To begin, we summarize the experimental results for our sample, which in this case is a mean of 49.52 g and a standard deviation of 1.649 g for \(n=10\) samples. Next, we state our problem in the form of a yes/no question, the answers to which we define using a null hypothesis \(\left( H_{ 0 } \right)\) and an alternative hypothesis \(\left( H_{ A } \right)\); for example, for this problem our yes/no question is “Is the mean of the samples consistent with the stated net weight of 1.69 oz?,” which we define as

\({ H }_{ 0 }:\overline { x } =\mu\) (yes)

\({ H }_{ A }:\overline { x } \neq \mu\) (no)

where \(\overline { x } \) is 49.52 g and \(\mu\) is 47.9 g. To evaluate the two hypotheses, we rewrite the equation for the confidence interval so that we can solve for \(t\)

\[t=\frac { \left| \overline { x } -\mu \right| \sqrt { n } }{ s } =\frac { \left| 49.52-47.9 \right| \sqrt { 10 } }{ 1.649 } =3.087\]

Finally, we compare this experimental value of \(t\) to the critical values of \(t\) for the correct number of degrees of freedom (in this case, \(\nu =n-1=10-1=9\)). From Appendix 3 we see that \(t\left( \alpha ,\nu \right) \) is 1.833 for a 90% confidence interval (an \(\alpha\) of 0.10), 2.262 for a 95% confidence interval (an \(\alpha\) of 0.05), 2.821 for a 98% confidence interval (an \(\alpha\) of 0.02), and 3.250 for a 99% confidence interval (an \(\alpha\) of 0.01). Our experimental value for \(t\) of 3.087 falls between the critical values for the 98% and the 99% confidence interval; if we are willing to accept an uncertainty of 1–2%, then we can reject the null hypothesis and accept the alternative hypothesis, concluding that the mean of 49.52 g is not consistent with the stated net weight of 1.69 oz. We call this a \(t\)-test of \(\overline { x } \) vs. \(\mu\).

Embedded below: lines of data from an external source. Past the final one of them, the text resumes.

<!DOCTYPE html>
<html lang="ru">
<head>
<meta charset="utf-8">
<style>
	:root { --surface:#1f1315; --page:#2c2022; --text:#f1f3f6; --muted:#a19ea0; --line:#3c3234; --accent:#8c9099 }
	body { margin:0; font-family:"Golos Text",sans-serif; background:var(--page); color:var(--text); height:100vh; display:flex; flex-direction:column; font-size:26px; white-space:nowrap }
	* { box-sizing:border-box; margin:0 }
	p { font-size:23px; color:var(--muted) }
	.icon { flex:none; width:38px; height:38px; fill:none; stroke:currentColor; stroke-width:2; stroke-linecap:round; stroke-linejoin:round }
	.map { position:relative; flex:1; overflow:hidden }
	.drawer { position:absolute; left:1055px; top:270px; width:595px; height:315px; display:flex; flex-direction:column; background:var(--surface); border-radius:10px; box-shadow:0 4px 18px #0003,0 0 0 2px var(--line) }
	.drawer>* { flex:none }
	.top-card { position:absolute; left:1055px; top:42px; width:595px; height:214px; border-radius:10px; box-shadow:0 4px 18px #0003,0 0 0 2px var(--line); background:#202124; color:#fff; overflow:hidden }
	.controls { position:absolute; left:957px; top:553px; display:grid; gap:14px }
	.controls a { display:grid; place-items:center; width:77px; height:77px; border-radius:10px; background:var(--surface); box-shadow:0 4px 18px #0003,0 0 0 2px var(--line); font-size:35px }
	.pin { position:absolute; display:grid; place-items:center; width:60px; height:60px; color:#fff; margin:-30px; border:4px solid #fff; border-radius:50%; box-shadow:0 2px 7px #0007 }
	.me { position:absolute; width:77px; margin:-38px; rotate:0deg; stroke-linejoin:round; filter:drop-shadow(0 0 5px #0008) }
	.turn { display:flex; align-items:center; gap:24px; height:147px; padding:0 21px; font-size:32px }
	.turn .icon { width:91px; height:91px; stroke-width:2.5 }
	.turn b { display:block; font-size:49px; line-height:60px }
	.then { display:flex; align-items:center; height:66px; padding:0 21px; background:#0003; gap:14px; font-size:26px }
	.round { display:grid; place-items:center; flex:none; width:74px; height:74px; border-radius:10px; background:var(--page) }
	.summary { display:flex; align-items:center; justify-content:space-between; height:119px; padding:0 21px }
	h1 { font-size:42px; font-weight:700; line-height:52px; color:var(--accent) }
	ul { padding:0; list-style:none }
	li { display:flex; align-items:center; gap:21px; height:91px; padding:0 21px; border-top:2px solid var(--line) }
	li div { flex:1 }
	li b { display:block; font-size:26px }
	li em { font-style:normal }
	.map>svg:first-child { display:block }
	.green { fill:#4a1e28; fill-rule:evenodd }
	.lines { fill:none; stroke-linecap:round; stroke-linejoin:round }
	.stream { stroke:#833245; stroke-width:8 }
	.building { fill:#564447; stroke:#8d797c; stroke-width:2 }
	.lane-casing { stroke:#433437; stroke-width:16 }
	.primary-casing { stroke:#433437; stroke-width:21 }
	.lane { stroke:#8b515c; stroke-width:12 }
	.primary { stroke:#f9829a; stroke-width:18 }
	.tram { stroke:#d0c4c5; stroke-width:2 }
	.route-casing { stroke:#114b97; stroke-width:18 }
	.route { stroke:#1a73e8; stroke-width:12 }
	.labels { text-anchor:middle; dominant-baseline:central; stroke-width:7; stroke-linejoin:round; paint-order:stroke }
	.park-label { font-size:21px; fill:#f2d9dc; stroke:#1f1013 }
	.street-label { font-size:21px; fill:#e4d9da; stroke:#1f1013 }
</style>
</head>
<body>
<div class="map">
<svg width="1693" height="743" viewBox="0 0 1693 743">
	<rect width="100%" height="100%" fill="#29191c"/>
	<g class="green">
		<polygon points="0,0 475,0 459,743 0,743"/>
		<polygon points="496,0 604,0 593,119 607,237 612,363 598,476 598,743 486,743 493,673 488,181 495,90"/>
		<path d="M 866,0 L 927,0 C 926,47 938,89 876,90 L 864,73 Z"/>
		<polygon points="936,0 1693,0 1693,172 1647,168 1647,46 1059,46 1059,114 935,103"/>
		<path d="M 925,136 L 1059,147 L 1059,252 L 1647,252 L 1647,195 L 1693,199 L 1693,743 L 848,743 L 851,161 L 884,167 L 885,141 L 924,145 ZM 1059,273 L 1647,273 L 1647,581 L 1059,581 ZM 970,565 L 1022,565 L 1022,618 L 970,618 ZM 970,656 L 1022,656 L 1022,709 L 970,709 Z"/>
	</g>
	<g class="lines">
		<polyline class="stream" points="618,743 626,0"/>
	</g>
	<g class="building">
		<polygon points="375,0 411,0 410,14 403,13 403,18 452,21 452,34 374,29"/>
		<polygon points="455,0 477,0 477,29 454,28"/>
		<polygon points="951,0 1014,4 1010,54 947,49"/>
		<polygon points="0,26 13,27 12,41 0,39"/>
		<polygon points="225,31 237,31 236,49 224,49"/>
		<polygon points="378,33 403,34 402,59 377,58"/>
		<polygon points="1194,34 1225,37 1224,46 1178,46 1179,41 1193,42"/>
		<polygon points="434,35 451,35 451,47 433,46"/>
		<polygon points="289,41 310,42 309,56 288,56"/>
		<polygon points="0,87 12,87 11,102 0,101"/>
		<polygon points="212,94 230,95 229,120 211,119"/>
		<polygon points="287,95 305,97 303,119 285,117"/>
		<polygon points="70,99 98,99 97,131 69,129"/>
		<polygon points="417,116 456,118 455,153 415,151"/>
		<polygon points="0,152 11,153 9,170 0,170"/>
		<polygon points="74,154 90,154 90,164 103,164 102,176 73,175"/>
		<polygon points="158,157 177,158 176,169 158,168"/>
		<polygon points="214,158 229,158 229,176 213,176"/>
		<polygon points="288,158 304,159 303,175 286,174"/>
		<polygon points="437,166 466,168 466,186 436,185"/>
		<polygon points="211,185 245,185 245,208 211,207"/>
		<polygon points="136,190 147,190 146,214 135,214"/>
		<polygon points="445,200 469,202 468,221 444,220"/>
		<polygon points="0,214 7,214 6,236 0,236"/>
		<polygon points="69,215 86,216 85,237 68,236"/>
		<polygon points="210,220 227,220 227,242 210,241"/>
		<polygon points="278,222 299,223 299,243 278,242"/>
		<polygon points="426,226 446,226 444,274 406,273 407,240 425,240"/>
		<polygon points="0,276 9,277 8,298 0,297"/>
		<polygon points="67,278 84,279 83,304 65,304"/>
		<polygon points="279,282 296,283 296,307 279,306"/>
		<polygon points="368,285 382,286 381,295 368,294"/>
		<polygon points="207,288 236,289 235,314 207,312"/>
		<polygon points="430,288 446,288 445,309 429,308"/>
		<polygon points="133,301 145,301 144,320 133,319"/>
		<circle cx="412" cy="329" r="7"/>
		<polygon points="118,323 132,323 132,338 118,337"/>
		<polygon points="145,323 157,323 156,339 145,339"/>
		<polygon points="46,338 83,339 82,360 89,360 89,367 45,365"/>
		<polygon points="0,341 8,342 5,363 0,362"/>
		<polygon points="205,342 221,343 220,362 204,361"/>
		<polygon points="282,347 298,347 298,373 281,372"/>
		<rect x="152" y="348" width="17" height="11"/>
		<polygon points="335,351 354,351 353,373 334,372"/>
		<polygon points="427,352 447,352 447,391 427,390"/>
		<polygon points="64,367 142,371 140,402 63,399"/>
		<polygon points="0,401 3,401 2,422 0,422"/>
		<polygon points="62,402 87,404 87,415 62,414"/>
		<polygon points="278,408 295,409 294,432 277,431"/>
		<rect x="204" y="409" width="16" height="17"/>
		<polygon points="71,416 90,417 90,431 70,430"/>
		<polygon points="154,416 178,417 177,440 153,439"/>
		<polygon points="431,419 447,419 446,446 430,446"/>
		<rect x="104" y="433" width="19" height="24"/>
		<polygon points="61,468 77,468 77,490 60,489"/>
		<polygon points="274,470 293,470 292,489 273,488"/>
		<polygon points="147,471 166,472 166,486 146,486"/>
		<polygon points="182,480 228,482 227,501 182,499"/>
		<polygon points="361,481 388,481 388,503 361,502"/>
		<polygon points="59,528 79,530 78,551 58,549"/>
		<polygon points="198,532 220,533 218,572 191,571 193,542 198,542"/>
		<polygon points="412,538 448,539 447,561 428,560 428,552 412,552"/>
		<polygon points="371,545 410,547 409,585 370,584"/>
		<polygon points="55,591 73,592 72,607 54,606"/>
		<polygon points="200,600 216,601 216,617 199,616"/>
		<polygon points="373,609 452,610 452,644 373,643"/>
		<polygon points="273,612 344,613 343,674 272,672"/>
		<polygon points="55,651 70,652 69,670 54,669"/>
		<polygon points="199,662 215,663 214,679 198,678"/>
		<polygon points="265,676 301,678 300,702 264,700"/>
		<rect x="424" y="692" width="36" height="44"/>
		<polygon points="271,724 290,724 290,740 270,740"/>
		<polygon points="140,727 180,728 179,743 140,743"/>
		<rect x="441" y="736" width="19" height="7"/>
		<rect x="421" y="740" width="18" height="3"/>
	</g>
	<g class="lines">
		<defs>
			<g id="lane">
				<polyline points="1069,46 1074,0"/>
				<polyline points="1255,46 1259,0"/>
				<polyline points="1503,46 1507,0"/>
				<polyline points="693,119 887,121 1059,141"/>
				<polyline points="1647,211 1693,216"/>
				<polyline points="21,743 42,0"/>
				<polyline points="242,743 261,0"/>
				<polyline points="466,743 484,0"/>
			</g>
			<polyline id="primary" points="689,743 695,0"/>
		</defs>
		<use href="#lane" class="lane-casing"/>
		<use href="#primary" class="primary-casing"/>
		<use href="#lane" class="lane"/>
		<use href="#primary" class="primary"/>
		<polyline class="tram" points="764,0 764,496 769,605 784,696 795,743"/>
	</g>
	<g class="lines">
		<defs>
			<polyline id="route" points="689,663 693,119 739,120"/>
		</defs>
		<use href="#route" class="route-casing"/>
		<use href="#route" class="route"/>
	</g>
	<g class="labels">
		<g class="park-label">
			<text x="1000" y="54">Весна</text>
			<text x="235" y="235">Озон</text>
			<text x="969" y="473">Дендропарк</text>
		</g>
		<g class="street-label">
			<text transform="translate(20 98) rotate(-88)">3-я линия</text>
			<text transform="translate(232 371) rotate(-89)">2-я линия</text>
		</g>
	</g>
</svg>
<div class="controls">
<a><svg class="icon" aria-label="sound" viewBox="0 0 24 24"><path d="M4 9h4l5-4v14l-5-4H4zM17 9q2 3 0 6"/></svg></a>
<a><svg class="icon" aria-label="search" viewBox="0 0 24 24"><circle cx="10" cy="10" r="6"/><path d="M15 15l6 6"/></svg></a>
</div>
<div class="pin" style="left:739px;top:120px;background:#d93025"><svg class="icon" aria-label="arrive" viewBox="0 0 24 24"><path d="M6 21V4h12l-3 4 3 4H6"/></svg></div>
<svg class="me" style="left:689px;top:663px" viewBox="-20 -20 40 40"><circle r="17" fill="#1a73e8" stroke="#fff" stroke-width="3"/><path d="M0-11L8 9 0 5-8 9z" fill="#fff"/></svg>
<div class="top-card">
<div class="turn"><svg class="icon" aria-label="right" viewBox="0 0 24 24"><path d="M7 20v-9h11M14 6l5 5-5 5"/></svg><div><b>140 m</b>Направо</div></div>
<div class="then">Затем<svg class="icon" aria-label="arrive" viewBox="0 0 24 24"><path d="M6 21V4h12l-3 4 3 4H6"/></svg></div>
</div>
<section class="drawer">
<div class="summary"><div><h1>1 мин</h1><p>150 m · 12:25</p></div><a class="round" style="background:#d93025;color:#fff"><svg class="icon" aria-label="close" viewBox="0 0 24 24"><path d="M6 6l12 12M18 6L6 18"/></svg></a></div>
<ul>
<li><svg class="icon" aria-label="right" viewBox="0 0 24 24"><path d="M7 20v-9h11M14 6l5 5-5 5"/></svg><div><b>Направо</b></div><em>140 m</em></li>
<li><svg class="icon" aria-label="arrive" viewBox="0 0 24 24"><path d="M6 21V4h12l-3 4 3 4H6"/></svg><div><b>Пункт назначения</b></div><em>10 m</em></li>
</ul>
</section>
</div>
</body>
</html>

**Investigation 29.** In 1996, Mars, the manufacturer of M&Ms, reported the following distribution for the colors of plain M&Ms: 30% brown, 20% red, 20% yellow, 10% blue, 10% green, and 10% orange. Pick any one color of M&Ms and, using the data in Table 2, calculate the percentage of that color in each of the 30 samples. Report the mean and the standard deviation for your color and use a \(t\)-test to determine whether your sample’s mean is consistent with the result reported by Mars. Gather results for the remaining five colors from other students and discuss your pooled results. Assuming that the distribution of colors reported by Mars is correct, what can you conclude about the manufacturing process.